[Stored items]
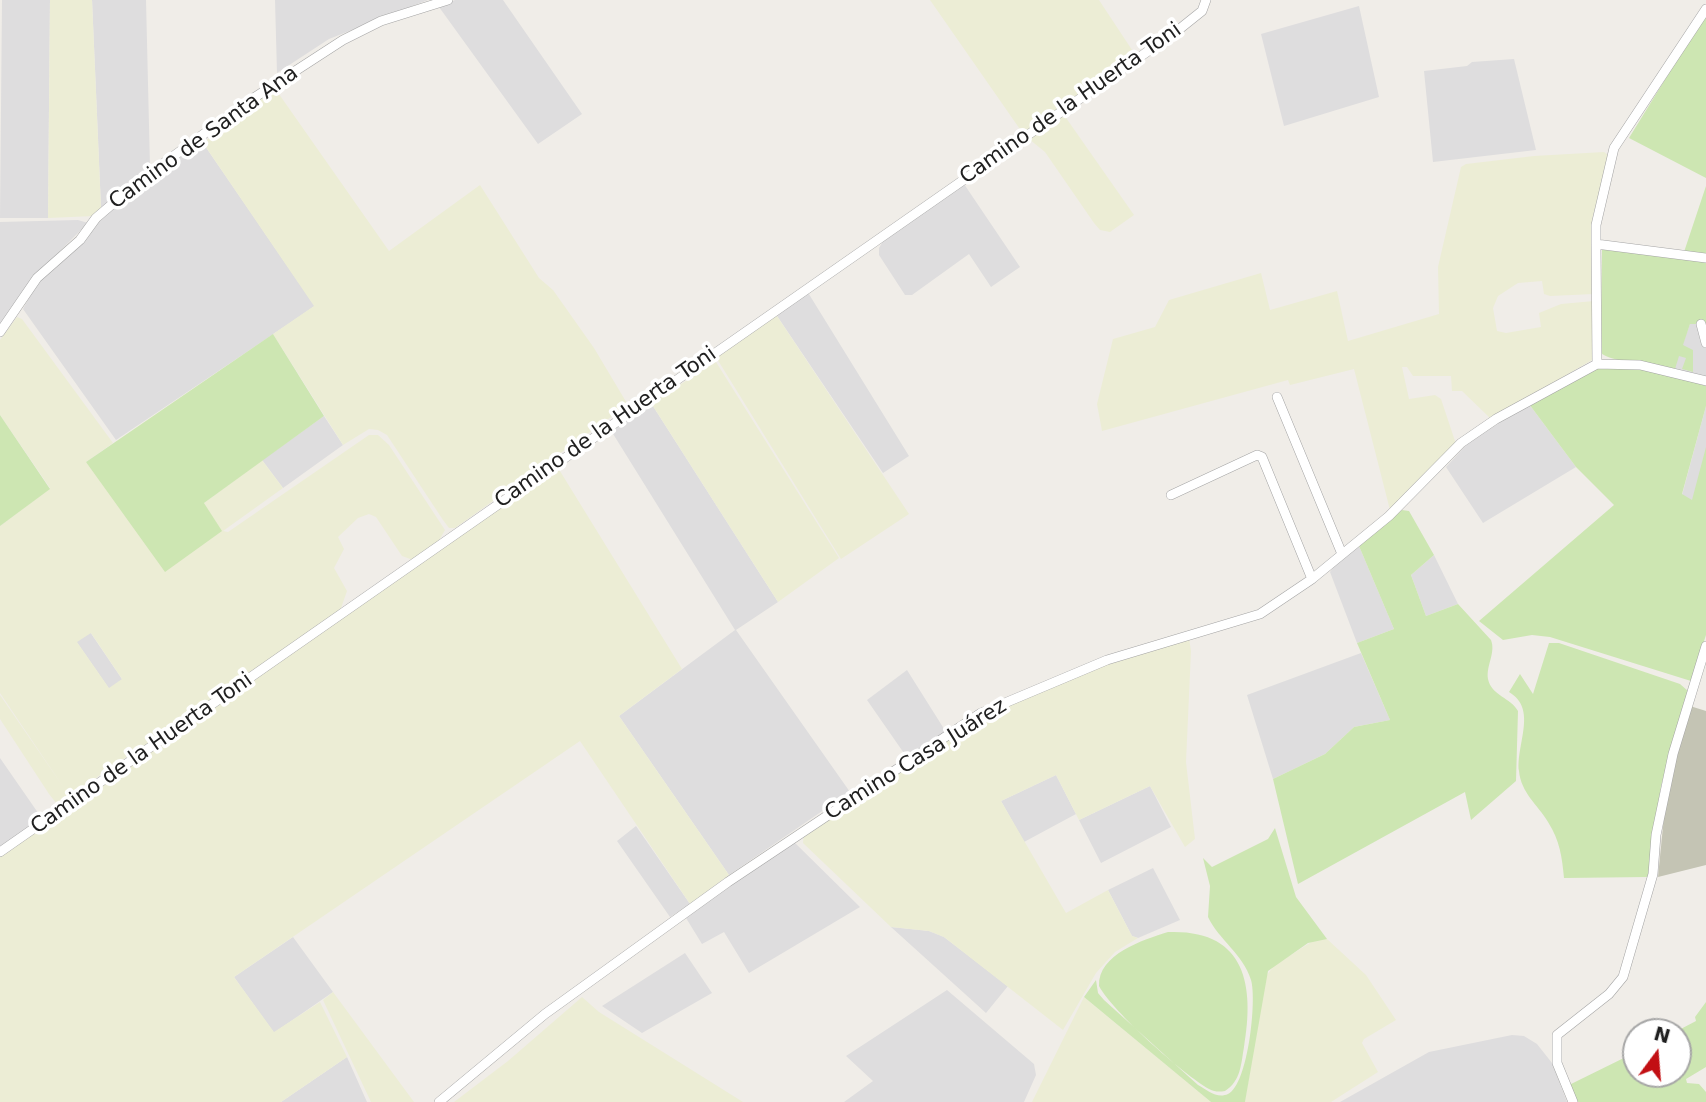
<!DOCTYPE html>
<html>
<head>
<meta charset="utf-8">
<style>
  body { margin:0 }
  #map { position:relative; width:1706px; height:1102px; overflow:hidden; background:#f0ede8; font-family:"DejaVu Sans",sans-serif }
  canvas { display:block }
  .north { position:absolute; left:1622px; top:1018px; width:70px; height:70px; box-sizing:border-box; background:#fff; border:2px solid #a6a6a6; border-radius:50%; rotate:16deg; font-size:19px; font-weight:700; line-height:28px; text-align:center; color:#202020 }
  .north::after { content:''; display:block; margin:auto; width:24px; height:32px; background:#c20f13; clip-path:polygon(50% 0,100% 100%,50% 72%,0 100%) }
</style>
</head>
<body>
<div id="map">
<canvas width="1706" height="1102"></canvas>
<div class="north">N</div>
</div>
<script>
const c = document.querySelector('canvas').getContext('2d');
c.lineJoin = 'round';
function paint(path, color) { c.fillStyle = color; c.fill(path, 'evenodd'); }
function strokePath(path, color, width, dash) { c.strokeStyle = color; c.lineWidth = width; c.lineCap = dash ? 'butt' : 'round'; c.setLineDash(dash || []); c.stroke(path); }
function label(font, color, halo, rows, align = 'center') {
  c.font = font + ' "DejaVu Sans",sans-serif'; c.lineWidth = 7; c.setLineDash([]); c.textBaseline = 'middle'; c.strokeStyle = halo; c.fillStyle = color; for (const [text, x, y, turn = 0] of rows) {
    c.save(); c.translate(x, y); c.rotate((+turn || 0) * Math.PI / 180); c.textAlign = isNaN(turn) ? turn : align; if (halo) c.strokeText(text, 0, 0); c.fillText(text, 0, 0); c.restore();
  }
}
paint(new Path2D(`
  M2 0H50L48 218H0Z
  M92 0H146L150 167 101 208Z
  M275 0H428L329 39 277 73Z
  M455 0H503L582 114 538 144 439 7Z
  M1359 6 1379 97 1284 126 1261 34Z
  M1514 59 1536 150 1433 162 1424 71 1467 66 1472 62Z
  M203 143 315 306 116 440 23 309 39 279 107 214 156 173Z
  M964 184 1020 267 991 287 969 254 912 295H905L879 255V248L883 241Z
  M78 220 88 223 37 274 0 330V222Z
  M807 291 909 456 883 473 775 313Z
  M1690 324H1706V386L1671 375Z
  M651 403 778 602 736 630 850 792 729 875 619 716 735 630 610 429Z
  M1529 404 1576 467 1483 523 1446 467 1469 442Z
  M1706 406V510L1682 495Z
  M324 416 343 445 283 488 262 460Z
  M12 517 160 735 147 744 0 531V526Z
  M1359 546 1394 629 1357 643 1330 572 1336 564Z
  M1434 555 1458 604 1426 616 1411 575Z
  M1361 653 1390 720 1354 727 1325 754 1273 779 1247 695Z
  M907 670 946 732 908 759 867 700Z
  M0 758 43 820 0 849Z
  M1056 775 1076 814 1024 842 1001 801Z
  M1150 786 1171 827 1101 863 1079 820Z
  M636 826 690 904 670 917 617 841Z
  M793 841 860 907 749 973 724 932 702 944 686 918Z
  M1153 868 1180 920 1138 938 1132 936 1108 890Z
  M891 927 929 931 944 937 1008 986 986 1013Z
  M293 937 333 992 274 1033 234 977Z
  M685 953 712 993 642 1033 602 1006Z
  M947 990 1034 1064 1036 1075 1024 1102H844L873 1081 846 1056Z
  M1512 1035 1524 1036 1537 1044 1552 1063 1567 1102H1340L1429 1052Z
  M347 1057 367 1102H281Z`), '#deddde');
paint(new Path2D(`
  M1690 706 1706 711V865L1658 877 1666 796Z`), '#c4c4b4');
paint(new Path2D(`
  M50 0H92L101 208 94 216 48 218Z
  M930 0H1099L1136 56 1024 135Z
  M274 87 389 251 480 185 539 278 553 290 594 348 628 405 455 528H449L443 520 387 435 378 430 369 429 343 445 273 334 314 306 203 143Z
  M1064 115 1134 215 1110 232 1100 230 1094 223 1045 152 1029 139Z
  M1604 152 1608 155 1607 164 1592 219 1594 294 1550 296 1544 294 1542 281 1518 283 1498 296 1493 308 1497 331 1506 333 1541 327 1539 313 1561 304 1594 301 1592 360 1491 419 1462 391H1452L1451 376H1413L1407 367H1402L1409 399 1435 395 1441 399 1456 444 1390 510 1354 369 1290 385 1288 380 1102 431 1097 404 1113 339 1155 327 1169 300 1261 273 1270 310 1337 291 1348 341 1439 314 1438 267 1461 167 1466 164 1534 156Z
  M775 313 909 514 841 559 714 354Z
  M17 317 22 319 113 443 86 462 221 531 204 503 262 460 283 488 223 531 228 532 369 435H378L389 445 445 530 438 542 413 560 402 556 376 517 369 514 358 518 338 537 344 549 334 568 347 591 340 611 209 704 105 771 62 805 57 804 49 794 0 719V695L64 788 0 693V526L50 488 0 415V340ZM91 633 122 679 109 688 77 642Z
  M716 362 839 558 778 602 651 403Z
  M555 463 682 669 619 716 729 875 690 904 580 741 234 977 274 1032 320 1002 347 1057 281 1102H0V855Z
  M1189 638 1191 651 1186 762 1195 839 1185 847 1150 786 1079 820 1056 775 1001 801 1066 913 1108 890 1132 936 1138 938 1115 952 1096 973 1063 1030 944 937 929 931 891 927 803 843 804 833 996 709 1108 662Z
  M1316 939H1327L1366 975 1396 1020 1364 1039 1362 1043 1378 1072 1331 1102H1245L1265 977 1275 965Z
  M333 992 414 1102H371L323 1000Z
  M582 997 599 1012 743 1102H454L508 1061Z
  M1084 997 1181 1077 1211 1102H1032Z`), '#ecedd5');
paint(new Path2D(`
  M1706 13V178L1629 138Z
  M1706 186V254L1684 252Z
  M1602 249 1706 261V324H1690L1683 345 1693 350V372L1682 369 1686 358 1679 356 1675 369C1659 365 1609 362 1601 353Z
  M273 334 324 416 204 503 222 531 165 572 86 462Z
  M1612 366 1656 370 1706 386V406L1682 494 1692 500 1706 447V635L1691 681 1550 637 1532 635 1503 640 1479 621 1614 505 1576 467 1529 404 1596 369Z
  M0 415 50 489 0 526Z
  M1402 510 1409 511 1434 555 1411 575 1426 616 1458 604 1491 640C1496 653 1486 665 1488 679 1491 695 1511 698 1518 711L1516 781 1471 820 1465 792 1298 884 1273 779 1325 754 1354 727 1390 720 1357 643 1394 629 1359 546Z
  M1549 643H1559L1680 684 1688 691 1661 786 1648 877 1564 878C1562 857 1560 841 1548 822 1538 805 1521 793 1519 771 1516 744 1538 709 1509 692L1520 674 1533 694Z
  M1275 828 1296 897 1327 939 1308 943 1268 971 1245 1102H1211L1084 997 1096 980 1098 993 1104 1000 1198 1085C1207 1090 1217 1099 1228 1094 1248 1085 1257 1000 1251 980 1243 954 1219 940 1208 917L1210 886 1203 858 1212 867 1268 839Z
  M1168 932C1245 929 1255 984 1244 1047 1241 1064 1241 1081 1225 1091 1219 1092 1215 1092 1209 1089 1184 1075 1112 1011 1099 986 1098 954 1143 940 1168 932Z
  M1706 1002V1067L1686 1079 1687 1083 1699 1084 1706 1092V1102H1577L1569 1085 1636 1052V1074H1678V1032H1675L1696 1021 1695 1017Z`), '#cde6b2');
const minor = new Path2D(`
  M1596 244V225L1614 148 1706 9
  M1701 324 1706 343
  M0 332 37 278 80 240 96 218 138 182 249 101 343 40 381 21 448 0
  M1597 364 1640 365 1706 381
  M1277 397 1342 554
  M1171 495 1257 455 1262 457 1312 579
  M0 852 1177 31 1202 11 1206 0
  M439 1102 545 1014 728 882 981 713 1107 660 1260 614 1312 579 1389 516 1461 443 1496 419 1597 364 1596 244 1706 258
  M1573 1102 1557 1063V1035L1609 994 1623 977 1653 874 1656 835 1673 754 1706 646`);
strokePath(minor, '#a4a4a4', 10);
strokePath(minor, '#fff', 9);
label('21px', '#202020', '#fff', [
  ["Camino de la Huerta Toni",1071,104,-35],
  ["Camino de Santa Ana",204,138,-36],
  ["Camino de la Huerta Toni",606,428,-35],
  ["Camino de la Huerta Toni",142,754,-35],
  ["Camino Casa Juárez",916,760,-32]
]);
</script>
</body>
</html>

Work to be completed - Which lines above contain the word "setLineDash"? Show each of them.

Answer box -
function strokePath(path, color, width, dash) { c.strokeStyle = color; c.lineWidth = width; c.lineCap = dash ? 'butt' : 'round'; c.setLineDash(dash || []); c.stroke(path); }
  c.font = font + ' "DejaVu Sans",sans-serif'; c.lineWidth = 7; c.setLineDash([]); c.textBaseline = 'middle'; c.strokeStyle = halo; c.fillStyle = color; for (const [text, x, y, turn = 0] of rows) {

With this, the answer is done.